Pull every line containing "absolute" from the entries.

··· Material provided

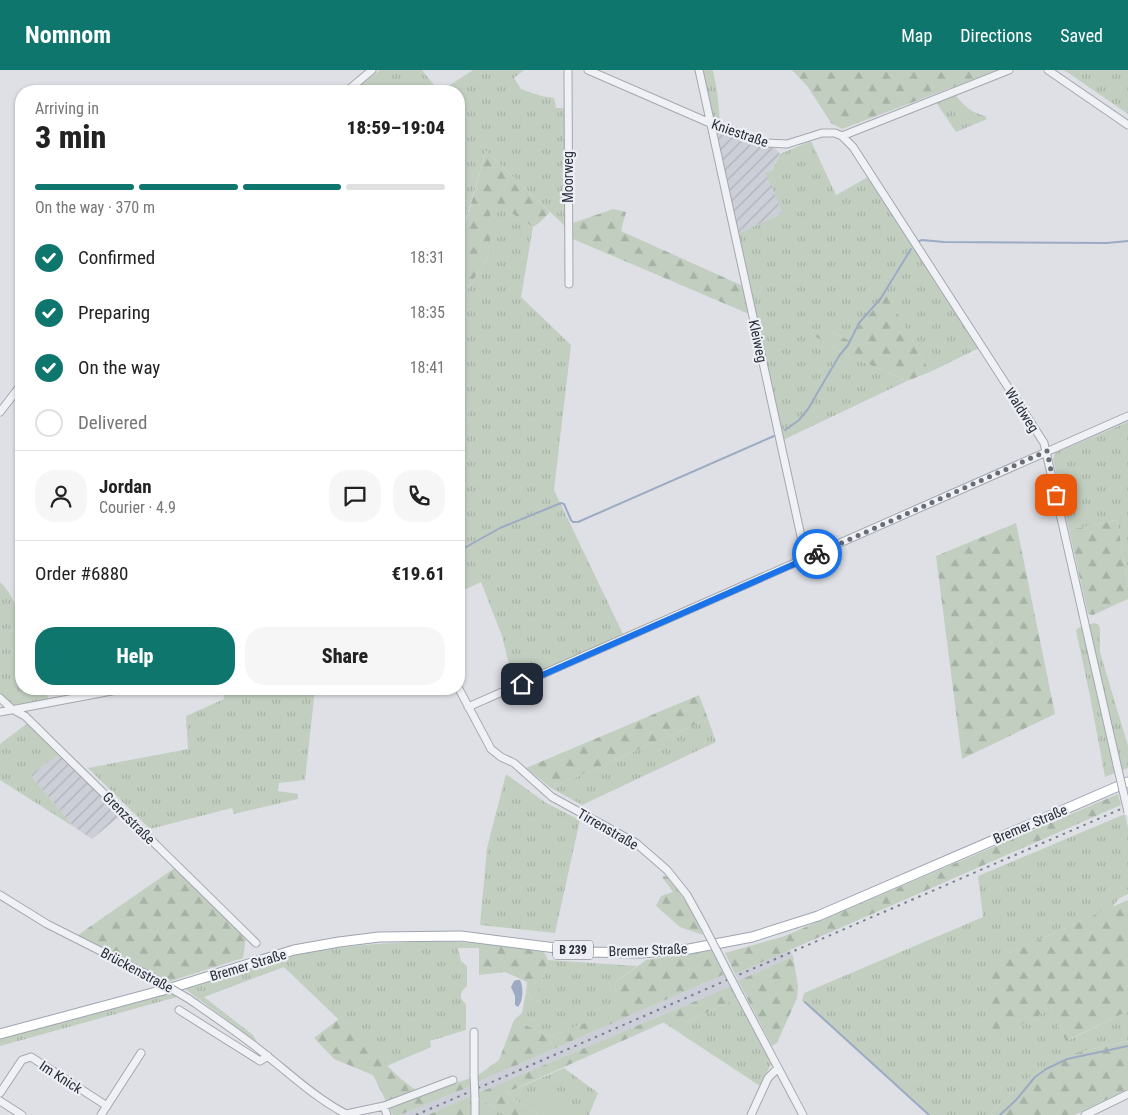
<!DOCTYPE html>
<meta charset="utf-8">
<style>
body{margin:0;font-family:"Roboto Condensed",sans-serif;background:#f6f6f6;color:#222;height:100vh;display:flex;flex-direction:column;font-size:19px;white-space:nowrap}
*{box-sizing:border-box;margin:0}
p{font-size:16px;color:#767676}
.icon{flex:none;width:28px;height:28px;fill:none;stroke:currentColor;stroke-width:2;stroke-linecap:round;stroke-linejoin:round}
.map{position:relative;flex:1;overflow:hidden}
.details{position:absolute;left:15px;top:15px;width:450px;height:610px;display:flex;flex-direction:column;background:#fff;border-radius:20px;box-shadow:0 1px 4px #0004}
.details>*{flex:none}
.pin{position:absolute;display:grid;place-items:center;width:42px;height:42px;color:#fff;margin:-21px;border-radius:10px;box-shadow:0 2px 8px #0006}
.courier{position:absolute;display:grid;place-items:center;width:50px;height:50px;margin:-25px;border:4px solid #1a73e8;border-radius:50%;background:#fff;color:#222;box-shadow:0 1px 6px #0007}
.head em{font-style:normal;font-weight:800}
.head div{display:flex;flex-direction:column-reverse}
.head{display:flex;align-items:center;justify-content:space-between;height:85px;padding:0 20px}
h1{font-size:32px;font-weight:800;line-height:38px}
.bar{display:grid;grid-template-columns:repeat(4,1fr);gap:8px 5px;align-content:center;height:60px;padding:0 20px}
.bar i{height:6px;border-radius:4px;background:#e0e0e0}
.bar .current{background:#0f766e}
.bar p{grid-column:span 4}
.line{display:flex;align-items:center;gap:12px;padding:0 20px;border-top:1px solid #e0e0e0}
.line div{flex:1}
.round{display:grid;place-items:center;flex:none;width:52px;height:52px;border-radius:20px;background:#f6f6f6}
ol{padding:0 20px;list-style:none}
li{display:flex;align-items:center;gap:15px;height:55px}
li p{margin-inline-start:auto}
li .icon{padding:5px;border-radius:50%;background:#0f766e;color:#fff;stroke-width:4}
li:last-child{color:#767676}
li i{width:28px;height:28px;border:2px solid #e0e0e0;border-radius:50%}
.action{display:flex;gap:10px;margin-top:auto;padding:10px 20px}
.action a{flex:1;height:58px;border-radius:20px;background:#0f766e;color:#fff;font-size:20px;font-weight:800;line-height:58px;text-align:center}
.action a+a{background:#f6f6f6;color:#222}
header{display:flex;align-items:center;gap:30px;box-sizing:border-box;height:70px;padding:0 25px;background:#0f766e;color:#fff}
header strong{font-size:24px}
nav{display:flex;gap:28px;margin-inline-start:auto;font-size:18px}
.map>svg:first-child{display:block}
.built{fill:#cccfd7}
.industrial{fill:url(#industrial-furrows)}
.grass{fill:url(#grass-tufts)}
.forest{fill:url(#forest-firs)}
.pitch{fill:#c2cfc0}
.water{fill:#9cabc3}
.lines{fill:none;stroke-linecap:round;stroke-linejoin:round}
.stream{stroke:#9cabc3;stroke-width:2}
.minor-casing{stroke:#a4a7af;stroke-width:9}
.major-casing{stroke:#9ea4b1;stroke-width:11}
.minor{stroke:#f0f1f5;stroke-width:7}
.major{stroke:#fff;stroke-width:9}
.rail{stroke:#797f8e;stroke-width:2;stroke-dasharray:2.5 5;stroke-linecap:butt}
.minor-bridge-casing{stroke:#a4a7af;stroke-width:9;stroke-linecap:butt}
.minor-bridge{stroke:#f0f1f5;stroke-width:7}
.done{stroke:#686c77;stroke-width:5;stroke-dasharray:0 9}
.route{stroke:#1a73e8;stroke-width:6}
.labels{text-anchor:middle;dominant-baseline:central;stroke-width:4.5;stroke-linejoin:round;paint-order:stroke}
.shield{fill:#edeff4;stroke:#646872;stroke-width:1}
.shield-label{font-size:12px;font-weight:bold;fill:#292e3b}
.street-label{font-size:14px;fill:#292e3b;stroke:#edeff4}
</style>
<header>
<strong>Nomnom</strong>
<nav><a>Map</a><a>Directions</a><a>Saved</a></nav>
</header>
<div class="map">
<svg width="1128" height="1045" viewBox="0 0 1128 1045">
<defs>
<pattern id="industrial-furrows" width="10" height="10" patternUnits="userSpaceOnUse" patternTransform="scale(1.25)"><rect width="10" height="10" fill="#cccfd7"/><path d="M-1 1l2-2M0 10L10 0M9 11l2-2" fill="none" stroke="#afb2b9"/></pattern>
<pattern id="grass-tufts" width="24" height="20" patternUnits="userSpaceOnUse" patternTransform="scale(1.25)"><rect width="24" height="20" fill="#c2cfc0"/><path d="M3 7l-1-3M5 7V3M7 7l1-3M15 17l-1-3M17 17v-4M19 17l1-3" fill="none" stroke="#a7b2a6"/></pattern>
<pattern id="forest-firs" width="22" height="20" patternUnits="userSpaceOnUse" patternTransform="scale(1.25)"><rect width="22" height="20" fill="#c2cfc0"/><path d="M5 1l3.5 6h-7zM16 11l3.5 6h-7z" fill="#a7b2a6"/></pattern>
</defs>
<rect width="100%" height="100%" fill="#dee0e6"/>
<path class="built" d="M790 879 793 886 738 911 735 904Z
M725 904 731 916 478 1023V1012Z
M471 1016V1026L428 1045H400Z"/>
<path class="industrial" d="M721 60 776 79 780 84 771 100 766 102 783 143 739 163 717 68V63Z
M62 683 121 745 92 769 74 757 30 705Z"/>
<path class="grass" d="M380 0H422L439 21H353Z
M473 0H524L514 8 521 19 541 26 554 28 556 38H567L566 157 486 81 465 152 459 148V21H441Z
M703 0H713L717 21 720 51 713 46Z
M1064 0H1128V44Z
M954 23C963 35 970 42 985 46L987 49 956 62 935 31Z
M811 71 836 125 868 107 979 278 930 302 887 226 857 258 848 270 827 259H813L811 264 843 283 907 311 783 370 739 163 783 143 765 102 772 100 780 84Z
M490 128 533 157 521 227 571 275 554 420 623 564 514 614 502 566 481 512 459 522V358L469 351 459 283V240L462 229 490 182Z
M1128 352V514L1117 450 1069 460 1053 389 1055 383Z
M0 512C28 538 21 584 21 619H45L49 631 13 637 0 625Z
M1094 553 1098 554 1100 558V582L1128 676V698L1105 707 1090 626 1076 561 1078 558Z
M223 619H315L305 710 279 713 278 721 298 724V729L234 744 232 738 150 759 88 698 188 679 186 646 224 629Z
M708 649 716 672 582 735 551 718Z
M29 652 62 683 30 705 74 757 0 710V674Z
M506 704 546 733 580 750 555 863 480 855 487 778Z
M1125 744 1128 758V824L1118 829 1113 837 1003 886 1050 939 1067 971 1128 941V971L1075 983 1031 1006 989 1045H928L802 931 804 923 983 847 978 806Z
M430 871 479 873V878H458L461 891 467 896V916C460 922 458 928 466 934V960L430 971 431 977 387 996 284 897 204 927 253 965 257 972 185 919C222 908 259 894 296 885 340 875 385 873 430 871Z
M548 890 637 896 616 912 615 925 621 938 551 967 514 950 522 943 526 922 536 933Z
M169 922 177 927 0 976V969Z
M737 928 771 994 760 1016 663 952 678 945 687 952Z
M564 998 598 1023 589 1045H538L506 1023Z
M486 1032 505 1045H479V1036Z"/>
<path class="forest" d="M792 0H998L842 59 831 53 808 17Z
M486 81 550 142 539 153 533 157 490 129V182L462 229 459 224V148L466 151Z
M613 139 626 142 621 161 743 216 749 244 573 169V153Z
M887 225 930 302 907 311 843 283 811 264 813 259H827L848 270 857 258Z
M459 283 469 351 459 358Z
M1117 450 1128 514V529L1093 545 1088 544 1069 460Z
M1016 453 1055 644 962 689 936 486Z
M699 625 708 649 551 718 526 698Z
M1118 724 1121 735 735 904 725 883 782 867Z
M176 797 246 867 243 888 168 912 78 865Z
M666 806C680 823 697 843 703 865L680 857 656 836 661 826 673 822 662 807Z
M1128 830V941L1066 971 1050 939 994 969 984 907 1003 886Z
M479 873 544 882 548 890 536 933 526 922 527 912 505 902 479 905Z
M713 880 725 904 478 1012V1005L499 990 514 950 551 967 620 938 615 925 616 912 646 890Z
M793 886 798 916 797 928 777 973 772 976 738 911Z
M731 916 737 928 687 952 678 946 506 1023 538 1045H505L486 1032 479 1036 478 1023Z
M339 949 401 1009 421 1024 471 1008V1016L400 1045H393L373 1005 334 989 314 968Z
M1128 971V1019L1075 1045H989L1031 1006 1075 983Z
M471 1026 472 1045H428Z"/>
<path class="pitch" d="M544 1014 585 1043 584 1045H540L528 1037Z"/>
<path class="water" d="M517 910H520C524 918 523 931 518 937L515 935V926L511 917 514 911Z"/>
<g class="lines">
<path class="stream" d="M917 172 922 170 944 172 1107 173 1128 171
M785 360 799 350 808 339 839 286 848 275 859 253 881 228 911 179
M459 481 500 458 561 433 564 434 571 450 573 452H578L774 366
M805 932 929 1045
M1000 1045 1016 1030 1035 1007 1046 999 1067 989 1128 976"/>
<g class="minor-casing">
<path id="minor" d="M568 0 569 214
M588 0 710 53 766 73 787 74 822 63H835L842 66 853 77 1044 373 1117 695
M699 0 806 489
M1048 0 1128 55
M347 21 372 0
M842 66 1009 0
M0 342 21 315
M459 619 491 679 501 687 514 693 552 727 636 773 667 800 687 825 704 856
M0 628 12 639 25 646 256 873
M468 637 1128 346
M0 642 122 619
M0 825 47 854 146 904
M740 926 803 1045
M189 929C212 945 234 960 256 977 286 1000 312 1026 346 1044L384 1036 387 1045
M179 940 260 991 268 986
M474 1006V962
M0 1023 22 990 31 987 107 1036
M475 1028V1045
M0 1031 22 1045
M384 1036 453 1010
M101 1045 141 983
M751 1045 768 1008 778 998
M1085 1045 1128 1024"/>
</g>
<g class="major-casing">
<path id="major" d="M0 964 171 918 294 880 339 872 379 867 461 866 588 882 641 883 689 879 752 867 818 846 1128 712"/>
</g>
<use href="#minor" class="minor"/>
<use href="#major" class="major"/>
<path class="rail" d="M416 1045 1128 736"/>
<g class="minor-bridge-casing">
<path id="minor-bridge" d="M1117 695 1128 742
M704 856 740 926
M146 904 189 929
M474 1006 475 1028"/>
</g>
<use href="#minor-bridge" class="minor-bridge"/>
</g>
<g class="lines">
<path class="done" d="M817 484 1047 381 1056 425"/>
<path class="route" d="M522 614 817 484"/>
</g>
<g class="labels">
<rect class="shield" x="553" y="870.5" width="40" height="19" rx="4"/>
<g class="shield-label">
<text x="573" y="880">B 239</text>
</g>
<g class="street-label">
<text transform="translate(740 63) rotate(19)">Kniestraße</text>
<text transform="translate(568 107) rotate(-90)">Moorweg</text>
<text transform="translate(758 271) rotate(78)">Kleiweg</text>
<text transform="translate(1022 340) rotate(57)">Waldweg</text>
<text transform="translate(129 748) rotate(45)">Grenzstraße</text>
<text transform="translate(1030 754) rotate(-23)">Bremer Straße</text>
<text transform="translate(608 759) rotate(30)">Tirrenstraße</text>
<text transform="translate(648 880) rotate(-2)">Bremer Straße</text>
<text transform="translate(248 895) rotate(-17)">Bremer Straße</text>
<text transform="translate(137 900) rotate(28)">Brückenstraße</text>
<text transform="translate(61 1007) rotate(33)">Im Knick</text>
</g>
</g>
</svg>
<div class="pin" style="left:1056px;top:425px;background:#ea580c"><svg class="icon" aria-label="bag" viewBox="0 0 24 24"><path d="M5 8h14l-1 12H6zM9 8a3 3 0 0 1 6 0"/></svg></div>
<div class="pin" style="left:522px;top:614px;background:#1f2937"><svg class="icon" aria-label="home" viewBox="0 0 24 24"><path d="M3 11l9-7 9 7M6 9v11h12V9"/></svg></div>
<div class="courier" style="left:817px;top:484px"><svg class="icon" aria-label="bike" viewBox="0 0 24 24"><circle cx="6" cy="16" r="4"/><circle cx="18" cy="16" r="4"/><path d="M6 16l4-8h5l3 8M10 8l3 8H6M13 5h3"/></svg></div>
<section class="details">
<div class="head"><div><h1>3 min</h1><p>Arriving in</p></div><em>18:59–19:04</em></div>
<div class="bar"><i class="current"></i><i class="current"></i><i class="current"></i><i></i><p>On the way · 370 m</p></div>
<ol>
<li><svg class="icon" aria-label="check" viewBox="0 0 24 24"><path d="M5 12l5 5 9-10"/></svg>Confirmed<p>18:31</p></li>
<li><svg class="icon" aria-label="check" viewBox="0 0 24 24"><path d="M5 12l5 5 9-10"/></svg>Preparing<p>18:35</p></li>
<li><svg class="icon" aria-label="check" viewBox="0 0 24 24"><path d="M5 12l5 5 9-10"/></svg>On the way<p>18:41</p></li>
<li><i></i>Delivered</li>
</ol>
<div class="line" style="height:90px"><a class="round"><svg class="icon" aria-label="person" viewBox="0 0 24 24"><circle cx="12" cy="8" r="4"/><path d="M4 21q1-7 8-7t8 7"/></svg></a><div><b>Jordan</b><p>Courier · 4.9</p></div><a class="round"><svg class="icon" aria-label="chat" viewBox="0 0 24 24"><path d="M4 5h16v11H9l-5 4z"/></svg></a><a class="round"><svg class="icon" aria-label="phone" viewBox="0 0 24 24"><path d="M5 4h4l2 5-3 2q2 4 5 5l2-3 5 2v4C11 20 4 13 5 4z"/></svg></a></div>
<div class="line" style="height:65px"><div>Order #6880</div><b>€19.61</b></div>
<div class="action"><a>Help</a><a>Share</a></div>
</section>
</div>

······

Solution to this problem:
.details{position:absolute;left:15px;top:15px;width:450px;height:610px;display:flex;flex-direction:column;background:#fff;border-radius:20px;box-shadow:0 1px 4px #0004}
.pin{position:absolute;display:grid;place-items:center;width:42px;height:42px;color:#fff;margin:-21px;border-radius:10px;box-shadow:0 2px 8px #0006}
.courier{position:absolute;display:grid;place-items:center;width:50px;height:50px;margin:-25px;border:4px solid #1a73e8;border-radius:50%;background:#fff;color:#222;box-shadow:0 1px 6px #0007}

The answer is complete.